Wholeness does not come from doing more. It comes from remembering who you are beneath all the doing. It is about reclaiming the ground of your being so that your doing flows with lightness and power.

Reflection prompt: What is one ward you can put in place this month that will guard your energy?


Closing the Circle

Mastery in coaching is not just technique.
It is presence.
And presence only thrives when the coach is whole.

Think of Scooby Doo and the gang. Every episode, the ghost is unmasked and revealed for what it really is. Never a spirit, always just someone in disguise. Once named, the power is gone. The haunting dissolves into clarity.

The same is true for us. The Brittle Yes, the Hollow Hustle, the Savior Sway, the Scarcity Static, the Comparison Fog. Once you name them, they lose their grip. They cannot hold power over you when you see them clearly.
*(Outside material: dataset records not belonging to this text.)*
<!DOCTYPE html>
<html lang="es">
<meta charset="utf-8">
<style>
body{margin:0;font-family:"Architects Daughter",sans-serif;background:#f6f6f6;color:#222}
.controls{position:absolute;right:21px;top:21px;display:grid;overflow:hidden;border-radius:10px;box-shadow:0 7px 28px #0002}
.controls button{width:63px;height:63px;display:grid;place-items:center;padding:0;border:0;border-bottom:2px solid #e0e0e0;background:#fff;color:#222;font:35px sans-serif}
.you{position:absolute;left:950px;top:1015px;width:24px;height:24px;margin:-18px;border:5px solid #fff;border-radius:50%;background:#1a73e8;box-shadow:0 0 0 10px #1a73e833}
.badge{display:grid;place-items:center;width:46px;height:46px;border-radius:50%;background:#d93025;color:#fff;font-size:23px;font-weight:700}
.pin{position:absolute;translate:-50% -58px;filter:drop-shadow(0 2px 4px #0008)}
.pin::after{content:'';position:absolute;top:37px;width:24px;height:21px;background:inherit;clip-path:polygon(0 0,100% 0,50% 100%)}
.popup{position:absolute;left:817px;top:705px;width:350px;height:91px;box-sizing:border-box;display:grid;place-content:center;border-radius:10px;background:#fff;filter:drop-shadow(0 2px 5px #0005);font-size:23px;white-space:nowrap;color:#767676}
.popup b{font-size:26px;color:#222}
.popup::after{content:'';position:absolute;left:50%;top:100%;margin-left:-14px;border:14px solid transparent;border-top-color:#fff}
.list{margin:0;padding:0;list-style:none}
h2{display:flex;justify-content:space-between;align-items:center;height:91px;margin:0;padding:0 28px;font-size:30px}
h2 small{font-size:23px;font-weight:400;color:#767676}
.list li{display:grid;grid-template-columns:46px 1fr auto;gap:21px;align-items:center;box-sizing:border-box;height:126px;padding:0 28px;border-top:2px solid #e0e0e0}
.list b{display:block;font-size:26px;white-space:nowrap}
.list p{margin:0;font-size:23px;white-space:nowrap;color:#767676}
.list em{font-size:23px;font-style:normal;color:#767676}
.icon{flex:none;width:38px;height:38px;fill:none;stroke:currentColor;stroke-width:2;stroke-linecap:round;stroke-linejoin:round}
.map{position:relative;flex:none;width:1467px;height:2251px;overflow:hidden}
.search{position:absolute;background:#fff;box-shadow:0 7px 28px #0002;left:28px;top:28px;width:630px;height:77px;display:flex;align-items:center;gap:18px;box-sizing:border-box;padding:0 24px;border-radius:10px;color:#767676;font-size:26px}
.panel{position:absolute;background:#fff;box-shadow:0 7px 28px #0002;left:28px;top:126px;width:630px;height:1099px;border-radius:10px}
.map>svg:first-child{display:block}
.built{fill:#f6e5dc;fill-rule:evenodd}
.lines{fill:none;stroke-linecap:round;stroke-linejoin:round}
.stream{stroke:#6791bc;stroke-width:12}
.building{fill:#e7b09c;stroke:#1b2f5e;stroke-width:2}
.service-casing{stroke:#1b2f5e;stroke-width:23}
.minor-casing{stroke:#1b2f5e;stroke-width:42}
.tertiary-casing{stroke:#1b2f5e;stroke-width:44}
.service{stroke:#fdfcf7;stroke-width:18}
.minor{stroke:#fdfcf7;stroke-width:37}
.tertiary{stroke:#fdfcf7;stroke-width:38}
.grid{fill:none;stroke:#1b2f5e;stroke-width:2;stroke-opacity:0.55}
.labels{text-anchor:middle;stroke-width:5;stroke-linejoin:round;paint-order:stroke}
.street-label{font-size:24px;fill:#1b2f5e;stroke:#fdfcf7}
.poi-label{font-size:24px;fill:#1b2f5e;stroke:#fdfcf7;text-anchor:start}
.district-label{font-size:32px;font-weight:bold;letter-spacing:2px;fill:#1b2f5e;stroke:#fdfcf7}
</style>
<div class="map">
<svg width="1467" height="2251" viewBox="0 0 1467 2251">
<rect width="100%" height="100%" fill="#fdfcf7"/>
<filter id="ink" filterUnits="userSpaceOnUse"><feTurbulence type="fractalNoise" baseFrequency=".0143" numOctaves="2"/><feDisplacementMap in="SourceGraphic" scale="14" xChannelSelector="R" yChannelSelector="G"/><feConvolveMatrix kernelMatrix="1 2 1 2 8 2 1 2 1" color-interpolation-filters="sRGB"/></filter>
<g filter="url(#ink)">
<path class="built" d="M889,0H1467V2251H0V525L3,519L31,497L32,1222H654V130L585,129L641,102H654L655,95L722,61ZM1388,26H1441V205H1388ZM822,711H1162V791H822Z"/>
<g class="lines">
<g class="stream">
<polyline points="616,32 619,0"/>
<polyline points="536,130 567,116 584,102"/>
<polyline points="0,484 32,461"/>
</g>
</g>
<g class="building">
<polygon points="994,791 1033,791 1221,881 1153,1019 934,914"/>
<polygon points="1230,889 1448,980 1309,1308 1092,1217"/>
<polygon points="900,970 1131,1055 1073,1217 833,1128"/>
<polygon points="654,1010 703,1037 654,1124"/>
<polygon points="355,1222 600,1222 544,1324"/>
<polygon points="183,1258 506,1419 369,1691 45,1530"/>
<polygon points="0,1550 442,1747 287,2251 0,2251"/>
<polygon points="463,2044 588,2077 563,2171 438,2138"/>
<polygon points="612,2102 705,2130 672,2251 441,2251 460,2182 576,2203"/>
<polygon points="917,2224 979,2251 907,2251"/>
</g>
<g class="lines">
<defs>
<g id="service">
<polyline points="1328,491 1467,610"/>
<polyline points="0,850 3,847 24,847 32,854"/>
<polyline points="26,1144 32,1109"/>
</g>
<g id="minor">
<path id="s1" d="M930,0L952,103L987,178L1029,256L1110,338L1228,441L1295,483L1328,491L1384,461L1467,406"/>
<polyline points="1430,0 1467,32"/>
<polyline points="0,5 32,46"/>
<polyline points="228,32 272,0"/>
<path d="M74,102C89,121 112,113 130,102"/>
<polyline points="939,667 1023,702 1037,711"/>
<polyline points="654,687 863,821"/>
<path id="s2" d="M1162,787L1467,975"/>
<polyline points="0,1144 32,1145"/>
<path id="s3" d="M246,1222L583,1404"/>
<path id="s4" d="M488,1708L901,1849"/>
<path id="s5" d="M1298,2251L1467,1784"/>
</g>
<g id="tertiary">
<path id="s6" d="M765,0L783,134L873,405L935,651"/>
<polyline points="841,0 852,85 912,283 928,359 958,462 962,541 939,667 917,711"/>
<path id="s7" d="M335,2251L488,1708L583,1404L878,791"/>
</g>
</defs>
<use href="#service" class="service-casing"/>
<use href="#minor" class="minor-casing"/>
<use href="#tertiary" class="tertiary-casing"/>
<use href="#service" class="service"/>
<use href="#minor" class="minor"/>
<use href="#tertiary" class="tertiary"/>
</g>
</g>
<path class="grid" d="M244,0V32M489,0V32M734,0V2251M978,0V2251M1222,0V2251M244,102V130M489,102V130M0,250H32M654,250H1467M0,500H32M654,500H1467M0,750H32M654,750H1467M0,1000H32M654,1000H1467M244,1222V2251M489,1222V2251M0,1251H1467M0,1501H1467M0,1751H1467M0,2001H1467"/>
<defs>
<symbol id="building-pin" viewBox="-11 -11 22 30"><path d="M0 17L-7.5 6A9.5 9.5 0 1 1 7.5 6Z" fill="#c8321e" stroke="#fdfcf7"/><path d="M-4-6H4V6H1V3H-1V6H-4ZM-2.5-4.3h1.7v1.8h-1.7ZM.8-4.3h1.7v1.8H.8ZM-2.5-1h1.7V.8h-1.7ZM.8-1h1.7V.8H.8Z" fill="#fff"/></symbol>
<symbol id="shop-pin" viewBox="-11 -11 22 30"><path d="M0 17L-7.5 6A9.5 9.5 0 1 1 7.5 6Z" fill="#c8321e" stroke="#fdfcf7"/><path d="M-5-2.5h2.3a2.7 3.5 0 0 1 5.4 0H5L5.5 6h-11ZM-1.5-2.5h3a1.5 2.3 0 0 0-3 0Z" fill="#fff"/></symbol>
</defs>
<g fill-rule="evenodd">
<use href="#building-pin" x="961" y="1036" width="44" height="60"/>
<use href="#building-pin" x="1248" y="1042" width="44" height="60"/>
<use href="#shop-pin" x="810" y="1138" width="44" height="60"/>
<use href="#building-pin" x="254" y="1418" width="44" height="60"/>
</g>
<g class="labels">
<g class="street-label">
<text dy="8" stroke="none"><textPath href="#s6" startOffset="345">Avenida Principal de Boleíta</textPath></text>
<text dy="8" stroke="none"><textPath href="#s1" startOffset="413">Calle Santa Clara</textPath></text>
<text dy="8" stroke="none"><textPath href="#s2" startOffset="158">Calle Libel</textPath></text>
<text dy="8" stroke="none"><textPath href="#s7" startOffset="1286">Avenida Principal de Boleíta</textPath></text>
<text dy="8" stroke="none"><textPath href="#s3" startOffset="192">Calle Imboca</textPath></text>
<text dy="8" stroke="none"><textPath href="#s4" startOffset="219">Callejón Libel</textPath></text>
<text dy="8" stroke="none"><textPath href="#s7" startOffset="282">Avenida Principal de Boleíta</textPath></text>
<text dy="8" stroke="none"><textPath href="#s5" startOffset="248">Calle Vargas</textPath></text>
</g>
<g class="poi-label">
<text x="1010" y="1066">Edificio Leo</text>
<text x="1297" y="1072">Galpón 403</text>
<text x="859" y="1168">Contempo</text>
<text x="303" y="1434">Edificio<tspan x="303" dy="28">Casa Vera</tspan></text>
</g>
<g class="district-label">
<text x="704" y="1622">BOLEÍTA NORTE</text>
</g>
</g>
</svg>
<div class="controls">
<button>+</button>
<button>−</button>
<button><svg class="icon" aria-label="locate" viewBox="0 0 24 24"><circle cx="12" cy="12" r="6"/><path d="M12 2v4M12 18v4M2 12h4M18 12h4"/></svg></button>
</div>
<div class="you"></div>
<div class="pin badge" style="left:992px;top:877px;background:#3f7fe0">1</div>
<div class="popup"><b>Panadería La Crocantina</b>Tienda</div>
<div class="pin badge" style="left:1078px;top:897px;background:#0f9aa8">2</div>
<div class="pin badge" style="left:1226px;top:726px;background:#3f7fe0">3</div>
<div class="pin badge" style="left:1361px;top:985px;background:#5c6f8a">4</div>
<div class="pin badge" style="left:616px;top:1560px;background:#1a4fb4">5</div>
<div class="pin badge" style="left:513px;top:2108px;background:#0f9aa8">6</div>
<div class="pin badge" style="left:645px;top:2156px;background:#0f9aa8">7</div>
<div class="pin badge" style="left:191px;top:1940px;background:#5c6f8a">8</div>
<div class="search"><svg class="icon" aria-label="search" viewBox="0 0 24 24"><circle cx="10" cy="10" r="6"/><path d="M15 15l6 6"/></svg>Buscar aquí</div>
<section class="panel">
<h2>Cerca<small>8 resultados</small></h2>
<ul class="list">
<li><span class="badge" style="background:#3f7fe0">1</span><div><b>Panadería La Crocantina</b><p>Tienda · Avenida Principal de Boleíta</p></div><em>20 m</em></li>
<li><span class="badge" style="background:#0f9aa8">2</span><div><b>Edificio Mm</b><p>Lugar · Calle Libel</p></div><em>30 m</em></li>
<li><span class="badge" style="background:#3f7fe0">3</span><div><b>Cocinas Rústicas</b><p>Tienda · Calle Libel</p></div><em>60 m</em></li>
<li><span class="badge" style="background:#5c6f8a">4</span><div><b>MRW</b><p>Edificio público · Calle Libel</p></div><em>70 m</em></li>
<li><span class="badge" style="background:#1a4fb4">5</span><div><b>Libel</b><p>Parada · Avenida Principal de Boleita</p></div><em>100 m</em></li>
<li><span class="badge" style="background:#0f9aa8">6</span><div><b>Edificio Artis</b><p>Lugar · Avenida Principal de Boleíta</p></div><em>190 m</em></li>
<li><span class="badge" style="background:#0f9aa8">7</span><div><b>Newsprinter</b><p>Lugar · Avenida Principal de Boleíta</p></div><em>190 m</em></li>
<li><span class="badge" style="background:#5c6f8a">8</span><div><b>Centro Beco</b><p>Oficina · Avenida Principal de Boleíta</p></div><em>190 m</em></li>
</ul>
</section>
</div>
This is the heart of our work at MCXI. We are rooted in being before doing. If thin presence, over-giving, or the Hollow Hustle has crept into your practice, this is your place to reset, reconnect, and rise.


Quiz: Which Ghost is Haunting Your Coaching?

Circle the answer that feels most like you. No judgment. Every coach meets a ghost or two along the way.

1. When someone asks for “just one more” favor, you…
A) Say yes before your body can even groan.
B) Immediately start calculating if this makes you look like a “good coach.”
C) Think, “If I do not do it, no one will.”

2. Your relationship with social media is best described as…
A) A low-grade stomach ache.
B) A mirror you secretly wish you could smash.
C) A measuring stick that never bends in your favor.

3. If your calendar were honest, it would say…
A) “Overbooked, under-rested.”
B) “Performing success but not living it.”
C) “Caring for everyone but you.”

Results:

  • Mostly A’s → The Brittle Yes Ghost is knocking at your door.

  • Mostly B’s → You are caught in the Hollow Hustle or Comparison Fog.

  • Mostly C’s → The Savior Sway or Scarcity Static has you on the hook.

Every haunting has an ending. Once named, the ghosts lose their grip. This season, may you reclaim your presence, guard your energy, and remember: you are whole before you are anything else.